**YOUR TASK**
From the entries below, copy every line where the string "rotate" appears.
============
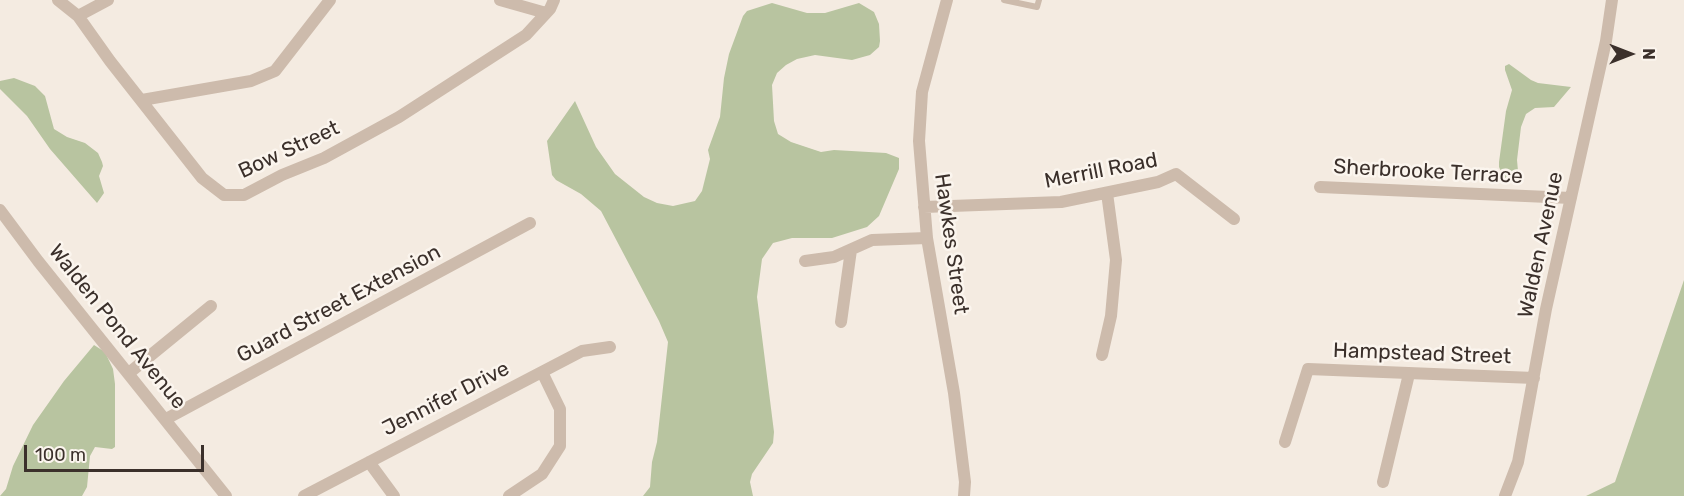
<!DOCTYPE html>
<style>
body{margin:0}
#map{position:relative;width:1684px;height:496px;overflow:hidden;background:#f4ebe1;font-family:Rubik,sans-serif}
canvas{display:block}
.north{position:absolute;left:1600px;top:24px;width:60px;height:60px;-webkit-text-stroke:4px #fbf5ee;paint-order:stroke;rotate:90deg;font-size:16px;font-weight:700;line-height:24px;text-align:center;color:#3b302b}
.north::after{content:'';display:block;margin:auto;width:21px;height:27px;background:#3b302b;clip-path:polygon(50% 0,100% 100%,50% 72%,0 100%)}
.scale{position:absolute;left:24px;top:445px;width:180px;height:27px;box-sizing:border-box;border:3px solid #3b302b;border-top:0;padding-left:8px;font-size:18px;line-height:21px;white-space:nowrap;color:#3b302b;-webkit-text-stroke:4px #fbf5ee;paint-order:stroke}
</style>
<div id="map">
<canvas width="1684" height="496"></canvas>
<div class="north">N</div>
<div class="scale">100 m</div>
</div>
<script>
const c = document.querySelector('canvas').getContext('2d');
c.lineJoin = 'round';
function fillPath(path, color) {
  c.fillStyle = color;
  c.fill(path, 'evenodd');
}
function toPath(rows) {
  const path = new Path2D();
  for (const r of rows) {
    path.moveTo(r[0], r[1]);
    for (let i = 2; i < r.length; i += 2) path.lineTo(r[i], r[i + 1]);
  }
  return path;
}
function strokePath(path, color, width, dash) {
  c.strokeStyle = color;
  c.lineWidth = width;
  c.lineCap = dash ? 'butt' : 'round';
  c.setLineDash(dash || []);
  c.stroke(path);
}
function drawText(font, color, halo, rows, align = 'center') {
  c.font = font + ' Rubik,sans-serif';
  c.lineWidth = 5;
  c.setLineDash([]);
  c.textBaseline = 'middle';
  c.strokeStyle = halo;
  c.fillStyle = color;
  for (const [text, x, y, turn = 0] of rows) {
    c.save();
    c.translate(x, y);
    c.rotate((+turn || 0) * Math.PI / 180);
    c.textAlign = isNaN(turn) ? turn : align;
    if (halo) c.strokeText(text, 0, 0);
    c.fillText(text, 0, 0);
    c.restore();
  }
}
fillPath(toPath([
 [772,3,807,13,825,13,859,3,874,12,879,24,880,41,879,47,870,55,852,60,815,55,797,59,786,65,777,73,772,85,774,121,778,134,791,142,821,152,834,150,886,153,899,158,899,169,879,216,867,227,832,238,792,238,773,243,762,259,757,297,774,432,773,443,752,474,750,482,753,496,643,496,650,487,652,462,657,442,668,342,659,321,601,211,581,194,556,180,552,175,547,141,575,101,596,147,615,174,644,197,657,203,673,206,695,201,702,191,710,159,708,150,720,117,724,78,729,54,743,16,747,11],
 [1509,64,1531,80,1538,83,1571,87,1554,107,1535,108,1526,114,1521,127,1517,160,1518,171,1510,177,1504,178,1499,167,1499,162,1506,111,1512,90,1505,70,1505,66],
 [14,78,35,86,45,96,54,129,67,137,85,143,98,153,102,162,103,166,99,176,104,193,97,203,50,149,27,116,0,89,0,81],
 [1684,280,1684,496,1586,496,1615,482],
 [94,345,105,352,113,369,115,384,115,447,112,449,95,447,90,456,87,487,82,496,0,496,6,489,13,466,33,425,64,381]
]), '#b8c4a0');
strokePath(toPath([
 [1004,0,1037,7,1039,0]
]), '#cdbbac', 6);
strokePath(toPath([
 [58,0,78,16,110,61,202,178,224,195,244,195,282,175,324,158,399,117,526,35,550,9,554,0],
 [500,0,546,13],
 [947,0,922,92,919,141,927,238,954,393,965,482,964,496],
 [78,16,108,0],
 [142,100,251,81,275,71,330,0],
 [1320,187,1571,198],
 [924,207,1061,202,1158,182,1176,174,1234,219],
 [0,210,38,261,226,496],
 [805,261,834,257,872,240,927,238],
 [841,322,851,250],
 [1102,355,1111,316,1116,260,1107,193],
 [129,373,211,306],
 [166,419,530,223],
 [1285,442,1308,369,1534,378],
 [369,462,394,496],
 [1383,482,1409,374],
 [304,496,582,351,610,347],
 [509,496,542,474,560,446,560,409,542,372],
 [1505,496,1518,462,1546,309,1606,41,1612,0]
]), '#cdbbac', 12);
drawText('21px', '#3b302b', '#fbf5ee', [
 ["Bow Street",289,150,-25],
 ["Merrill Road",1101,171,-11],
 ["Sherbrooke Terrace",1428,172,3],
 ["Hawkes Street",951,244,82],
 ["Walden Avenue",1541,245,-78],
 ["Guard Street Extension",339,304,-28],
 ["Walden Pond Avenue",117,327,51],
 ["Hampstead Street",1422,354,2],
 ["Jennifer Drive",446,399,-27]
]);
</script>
============
**RESPONSE BOX**
.north{position:absolute;left:1600px;top:24px;width:60px;height:60px;-webkit-text-stroke:4px #fbf5ee;paint-order:stroke;rotate:90deg;font-size:16px;font-weight:700;line-height:24px;text-align:center;color:#3b302b}
    c.rotate((+turn || 0) * Math.PI / 180);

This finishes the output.